Materials provided section start
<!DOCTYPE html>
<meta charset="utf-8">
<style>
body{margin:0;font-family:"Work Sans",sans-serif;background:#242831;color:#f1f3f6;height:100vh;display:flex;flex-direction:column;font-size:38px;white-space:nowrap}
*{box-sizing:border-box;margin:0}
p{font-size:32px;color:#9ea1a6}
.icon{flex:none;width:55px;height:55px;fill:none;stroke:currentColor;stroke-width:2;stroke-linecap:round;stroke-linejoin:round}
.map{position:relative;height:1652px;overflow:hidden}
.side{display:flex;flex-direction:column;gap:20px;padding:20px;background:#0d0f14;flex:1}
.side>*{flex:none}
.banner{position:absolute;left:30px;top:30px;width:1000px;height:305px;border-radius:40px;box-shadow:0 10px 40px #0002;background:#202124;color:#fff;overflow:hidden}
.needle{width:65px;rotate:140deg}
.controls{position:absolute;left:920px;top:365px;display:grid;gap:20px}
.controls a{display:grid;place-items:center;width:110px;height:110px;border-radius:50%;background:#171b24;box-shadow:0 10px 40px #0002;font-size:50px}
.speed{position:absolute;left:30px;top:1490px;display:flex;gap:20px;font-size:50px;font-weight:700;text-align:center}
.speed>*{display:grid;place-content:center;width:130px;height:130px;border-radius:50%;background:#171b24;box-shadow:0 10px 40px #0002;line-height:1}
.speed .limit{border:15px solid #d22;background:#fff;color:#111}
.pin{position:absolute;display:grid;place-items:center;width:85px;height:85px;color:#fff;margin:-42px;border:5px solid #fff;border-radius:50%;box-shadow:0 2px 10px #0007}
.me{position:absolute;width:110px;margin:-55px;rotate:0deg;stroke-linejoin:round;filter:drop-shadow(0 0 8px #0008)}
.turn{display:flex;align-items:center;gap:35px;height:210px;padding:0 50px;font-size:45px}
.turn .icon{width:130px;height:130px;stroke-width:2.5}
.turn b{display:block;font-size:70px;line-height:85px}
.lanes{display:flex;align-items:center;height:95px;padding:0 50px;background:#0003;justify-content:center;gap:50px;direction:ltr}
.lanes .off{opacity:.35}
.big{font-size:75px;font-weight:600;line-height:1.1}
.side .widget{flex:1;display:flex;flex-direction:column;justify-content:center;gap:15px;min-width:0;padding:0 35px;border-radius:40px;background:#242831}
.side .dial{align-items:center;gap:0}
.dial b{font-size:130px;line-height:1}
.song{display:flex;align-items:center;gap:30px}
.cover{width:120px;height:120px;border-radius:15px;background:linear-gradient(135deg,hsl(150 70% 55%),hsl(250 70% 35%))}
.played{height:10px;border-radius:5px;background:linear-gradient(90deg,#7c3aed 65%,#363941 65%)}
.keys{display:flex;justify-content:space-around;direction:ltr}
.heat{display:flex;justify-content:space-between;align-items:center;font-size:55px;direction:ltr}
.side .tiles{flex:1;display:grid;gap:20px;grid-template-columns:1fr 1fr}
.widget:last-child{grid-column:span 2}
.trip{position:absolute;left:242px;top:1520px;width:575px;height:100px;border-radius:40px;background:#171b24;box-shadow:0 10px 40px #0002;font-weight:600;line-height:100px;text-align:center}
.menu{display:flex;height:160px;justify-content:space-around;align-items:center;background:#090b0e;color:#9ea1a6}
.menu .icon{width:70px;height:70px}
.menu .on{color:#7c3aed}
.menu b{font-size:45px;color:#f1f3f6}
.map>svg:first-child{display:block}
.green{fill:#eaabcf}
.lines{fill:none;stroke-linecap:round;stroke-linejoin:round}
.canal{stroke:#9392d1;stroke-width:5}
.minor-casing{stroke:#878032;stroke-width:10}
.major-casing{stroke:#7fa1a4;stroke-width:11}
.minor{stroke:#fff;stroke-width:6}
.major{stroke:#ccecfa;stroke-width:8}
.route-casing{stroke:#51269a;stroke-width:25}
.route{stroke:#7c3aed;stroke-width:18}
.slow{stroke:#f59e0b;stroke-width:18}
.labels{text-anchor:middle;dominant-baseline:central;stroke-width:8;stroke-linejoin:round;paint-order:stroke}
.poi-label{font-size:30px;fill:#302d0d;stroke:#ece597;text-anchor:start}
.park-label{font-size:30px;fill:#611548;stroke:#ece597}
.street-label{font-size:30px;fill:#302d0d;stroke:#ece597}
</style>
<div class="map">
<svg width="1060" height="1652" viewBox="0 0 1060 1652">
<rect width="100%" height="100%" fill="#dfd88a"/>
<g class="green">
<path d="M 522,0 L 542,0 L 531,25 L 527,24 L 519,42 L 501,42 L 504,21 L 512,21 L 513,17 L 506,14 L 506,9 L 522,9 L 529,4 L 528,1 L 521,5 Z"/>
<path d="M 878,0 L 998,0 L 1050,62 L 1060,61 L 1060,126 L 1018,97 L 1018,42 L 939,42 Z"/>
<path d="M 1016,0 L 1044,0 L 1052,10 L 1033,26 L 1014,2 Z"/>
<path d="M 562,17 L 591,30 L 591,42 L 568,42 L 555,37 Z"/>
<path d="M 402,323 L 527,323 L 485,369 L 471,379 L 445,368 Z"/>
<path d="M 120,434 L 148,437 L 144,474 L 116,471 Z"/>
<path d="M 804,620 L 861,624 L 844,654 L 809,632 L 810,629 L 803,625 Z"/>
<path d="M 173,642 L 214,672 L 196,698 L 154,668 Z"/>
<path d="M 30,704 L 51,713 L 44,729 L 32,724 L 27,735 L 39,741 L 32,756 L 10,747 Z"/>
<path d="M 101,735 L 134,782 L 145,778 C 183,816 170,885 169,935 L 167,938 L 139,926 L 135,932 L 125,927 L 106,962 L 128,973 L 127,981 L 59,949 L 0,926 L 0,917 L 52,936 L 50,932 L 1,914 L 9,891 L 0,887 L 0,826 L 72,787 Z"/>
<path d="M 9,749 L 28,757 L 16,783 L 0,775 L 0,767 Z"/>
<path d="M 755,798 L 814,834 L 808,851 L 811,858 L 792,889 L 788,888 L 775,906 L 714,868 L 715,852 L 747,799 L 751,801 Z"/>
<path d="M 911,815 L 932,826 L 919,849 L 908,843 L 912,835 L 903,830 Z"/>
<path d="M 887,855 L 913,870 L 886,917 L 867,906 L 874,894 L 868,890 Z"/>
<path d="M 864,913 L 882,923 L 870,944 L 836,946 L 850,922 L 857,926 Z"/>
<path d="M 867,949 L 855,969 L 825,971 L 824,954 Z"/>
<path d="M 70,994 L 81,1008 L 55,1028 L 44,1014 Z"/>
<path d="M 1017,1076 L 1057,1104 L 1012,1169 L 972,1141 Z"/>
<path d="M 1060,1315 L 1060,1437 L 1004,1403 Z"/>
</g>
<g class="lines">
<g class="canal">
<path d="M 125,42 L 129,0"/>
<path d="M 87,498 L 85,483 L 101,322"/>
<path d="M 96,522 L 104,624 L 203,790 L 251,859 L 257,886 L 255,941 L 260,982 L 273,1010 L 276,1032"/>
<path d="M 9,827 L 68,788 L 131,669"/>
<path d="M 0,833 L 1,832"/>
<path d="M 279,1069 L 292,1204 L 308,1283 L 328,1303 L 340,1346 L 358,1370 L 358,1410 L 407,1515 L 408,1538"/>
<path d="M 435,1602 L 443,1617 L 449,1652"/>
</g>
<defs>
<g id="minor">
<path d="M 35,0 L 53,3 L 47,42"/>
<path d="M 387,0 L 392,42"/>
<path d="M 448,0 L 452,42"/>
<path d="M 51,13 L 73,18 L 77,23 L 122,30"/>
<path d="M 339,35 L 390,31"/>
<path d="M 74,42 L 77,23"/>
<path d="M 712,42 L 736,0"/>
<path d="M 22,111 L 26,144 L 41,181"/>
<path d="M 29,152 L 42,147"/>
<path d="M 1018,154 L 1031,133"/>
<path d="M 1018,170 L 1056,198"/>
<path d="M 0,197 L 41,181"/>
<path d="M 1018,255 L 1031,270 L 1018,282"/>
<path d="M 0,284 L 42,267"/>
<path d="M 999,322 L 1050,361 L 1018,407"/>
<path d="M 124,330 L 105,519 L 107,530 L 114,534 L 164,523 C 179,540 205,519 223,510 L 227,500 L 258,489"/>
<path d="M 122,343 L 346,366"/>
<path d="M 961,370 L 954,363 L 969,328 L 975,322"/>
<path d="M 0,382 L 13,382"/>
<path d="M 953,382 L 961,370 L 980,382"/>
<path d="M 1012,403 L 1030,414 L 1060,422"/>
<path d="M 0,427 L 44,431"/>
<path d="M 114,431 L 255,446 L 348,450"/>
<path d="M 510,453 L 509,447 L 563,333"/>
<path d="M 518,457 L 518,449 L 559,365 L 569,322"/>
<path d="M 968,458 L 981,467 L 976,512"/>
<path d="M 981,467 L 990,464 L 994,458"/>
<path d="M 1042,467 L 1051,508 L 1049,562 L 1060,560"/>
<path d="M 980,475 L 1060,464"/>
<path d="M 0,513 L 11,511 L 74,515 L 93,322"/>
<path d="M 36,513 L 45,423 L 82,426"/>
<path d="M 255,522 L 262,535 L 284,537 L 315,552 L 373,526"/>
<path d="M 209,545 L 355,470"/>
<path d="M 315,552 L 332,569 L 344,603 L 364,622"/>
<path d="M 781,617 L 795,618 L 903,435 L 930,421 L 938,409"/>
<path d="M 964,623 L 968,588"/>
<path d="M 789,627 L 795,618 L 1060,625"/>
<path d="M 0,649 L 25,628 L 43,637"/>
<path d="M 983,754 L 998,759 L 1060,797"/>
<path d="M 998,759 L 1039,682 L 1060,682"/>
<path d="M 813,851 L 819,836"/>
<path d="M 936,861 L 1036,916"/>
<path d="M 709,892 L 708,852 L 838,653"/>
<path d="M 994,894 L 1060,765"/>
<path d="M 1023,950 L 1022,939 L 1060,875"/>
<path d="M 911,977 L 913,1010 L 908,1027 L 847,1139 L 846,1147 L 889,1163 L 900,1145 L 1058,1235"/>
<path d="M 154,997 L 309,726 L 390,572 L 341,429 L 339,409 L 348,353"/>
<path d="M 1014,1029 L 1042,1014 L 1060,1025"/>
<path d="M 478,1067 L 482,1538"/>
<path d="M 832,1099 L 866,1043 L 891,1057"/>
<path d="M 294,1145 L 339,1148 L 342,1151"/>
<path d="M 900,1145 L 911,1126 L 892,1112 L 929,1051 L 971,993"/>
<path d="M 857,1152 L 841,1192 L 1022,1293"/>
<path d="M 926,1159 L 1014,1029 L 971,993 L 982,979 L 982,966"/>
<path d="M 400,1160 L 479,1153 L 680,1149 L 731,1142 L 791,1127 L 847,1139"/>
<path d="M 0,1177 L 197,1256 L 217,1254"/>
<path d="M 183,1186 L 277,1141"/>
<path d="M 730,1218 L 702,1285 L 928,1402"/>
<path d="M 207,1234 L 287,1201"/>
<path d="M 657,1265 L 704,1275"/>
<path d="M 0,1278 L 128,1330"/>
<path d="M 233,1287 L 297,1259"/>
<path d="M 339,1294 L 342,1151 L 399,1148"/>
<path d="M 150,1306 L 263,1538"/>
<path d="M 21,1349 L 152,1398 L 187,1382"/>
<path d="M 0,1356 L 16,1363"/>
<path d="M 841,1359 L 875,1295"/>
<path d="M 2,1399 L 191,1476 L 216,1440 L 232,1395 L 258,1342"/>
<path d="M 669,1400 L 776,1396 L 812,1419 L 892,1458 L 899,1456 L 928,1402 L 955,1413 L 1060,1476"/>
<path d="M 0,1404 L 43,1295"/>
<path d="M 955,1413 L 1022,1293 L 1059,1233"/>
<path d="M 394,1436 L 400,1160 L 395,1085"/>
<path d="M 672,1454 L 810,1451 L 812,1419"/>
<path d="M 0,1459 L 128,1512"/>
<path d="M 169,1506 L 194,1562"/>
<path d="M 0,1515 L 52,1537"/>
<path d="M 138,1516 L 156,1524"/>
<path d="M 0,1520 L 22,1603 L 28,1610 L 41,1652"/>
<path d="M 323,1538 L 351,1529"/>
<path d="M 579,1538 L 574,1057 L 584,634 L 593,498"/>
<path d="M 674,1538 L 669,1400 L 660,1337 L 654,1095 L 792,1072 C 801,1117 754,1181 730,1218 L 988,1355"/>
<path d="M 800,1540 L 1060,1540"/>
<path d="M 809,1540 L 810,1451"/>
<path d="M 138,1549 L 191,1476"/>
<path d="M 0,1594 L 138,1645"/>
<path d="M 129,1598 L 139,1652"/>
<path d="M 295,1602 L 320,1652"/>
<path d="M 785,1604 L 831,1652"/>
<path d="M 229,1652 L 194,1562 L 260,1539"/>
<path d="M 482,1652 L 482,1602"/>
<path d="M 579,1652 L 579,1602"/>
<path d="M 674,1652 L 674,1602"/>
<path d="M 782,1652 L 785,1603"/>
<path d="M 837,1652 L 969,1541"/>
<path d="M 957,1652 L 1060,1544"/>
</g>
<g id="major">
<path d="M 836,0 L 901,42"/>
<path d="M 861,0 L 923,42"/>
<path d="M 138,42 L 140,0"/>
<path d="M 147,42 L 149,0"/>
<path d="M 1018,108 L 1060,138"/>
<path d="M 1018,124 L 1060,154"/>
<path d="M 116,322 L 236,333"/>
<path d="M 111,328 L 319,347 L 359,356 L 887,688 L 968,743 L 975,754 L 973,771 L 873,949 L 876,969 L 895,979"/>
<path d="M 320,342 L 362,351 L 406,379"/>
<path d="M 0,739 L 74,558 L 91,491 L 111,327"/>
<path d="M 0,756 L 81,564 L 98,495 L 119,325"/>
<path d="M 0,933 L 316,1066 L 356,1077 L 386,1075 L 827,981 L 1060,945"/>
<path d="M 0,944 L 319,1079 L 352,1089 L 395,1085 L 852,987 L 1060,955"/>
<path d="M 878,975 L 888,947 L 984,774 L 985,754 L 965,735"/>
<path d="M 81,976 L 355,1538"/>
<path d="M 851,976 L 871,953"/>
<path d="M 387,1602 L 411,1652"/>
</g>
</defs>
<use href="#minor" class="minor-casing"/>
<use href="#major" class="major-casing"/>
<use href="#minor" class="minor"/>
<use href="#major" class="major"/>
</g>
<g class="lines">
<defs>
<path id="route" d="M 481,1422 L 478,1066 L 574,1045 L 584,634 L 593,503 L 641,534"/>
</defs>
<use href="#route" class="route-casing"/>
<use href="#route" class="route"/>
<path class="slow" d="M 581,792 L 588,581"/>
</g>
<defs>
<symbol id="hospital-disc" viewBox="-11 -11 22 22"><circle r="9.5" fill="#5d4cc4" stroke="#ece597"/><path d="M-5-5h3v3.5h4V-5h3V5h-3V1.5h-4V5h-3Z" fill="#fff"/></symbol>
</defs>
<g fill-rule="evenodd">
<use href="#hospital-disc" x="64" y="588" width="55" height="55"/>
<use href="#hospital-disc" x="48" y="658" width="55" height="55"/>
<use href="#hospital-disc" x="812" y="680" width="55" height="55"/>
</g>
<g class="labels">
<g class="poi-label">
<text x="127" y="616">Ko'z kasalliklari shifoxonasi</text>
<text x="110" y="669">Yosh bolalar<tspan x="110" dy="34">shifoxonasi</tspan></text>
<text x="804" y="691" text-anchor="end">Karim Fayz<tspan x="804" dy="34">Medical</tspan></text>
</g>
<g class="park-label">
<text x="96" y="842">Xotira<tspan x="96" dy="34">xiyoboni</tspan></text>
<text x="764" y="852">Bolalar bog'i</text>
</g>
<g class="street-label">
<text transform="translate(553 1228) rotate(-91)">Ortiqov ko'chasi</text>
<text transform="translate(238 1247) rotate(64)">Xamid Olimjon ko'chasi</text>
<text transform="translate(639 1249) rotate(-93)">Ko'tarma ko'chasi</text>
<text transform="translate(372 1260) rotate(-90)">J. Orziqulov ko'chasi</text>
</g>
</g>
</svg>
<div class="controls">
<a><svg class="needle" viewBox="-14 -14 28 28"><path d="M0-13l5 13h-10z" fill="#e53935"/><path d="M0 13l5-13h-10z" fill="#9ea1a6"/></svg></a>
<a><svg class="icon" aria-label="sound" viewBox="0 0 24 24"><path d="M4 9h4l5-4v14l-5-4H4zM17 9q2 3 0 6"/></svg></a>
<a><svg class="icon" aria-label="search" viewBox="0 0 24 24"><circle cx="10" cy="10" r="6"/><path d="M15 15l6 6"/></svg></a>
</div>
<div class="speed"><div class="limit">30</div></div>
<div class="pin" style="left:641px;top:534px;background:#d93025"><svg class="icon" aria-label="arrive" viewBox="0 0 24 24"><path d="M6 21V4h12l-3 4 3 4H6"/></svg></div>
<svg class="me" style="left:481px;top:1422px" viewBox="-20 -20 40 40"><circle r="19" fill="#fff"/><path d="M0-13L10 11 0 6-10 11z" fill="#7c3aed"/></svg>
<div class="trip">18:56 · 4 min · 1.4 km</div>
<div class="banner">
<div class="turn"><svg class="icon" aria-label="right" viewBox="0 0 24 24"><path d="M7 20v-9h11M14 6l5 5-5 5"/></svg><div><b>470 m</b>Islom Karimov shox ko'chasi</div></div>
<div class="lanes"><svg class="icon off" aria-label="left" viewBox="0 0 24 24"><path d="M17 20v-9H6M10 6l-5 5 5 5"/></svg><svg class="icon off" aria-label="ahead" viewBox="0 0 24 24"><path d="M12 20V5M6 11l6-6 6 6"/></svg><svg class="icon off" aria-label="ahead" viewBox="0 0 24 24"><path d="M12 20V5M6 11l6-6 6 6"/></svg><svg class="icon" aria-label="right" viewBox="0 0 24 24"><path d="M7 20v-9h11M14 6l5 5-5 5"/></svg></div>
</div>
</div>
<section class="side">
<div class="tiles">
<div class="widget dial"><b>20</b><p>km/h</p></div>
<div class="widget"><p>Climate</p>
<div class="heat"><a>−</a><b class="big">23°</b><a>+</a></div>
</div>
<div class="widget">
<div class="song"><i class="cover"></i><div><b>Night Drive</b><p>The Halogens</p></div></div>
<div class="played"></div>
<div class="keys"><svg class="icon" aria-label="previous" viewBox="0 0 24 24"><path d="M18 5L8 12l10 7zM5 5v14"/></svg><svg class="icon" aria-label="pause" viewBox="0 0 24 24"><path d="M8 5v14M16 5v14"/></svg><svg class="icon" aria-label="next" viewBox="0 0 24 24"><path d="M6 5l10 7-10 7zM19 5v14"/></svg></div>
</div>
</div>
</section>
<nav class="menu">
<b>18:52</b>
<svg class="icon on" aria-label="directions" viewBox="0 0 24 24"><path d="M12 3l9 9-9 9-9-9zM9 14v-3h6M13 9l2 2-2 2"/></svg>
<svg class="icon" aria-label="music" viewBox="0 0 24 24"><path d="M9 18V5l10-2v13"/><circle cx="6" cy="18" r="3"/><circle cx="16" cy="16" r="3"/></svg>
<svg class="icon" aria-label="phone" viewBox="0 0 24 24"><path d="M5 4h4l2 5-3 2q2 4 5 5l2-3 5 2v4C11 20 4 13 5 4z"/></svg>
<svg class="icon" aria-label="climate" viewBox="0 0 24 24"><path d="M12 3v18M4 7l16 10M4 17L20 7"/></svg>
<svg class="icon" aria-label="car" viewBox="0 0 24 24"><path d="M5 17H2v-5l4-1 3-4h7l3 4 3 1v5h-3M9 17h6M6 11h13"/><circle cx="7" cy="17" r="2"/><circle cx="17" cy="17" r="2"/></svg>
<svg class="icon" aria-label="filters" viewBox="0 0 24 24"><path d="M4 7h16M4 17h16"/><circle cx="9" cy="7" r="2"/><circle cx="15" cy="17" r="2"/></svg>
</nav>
Materials provided section end
For this exercise, find all lines in the records containing the word "solid" and copy them.

.speed .limit{border:15px solid #d22;background:#fff;color:#111}
.pin{position:absolute;display:grid;place-items:center;width:85px;height:85px;color:#fff;margin:-42px;border:5px solid #fff;border-radius:50%;box-shadow:0 2px 10px #0007}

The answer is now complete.